Lorsque j’abordai à Saint-Pierre, la capitale de l’île consistoit, autant qu’il m’en souvient, dans une assez longue rue, bâtie le long de la mer. Les habitants, fort hospitaliers, s’empressèrent de nous offrir leur table et leur maison. Le gouverneur logeoit à l’extrémité de la ville. Je dînai deux ou trois fois chez lui. Il cultivoit dans un des fossés du fort quelques légumes d’Europe. Je me souviens qu’après le dîner il me montroit son jardin ; nous allions ensuite nous asseoir au pied du mât du pavillon planté sur la forteresse.
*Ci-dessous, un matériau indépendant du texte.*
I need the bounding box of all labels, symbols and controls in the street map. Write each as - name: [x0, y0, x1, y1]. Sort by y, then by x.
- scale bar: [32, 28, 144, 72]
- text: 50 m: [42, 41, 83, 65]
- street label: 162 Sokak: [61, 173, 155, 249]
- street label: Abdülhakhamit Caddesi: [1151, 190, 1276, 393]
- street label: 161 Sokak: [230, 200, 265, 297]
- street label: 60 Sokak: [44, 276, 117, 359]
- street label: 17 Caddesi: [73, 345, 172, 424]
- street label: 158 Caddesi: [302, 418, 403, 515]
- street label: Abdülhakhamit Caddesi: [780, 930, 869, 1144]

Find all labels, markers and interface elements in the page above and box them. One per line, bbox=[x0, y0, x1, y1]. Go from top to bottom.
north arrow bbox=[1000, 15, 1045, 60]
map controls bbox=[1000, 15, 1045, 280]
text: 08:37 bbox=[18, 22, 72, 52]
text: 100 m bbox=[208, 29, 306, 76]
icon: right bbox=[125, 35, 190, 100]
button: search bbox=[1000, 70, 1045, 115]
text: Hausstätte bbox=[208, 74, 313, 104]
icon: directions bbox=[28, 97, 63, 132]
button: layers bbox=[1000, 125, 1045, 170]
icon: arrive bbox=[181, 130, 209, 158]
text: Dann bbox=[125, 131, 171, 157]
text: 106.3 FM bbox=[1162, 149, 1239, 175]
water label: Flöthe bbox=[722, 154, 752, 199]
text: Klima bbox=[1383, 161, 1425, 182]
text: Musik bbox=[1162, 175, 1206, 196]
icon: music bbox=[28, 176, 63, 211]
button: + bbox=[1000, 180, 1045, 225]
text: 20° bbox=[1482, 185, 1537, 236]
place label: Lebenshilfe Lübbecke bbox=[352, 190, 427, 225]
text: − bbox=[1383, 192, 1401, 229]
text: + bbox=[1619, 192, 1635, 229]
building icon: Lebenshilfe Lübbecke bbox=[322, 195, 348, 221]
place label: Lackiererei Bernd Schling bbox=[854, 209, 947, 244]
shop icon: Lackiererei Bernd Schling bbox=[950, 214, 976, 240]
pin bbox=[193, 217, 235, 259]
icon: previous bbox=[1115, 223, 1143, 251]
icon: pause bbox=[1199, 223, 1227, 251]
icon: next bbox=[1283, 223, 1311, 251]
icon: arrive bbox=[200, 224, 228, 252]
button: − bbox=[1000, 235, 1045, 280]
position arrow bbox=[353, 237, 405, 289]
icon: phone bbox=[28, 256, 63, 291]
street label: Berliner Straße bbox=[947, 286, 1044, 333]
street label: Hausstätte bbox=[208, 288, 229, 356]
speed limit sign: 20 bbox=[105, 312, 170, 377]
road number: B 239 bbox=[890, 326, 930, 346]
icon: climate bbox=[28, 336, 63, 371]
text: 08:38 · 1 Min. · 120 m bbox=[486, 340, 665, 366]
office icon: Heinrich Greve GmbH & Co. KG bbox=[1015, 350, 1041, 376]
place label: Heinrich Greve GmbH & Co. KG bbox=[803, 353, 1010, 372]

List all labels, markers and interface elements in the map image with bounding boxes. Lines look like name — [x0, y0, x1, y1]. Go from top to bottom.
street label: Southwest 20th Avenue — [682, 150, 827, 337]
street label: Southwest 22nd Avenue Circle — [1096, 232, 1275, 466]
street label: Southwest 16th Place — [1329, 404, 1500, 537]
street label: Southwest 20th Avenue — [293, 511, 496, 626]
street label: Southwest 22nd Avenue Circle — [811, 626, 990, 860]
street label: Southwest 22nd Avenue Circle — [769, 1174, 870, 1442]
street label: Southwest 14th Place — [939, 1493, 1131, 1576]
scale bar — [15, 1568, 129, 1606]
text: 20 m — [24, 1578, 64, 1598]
Le drapeau françois flottoit sur notre tête, tandis que nous regardions une mer sauvage et les côtes sombres de l’île de Terre-Neuve, en parlant de la patrie.

Après une relâche de quinze jours, nous quittâmes l’île Saint-Pierre, et le bâtiment, faisant route au midi, atteignit la latitude des côtes du Maryland et de la Virginie : les calmes nous arrêtèrent. Nous jouissions du plus beau ciel ; les nuits, les couchers et les levers du soleil étoient admirables. Dans le chapitre du Génie du Christianisme déjà cité, intitulé Deux perspectives de la nature, j’ai rappelé une de ces pompes nocturnes et une de ces magnificences du couchant. « Le globe du soleil, prêt à se plonger dans les flots, apparoissoit entre les cordages du navire, au milieu des espaces sans bornes, etc. »

Il ne s’en fallut guère qu’un accident ne mît un terme à tous mes projets.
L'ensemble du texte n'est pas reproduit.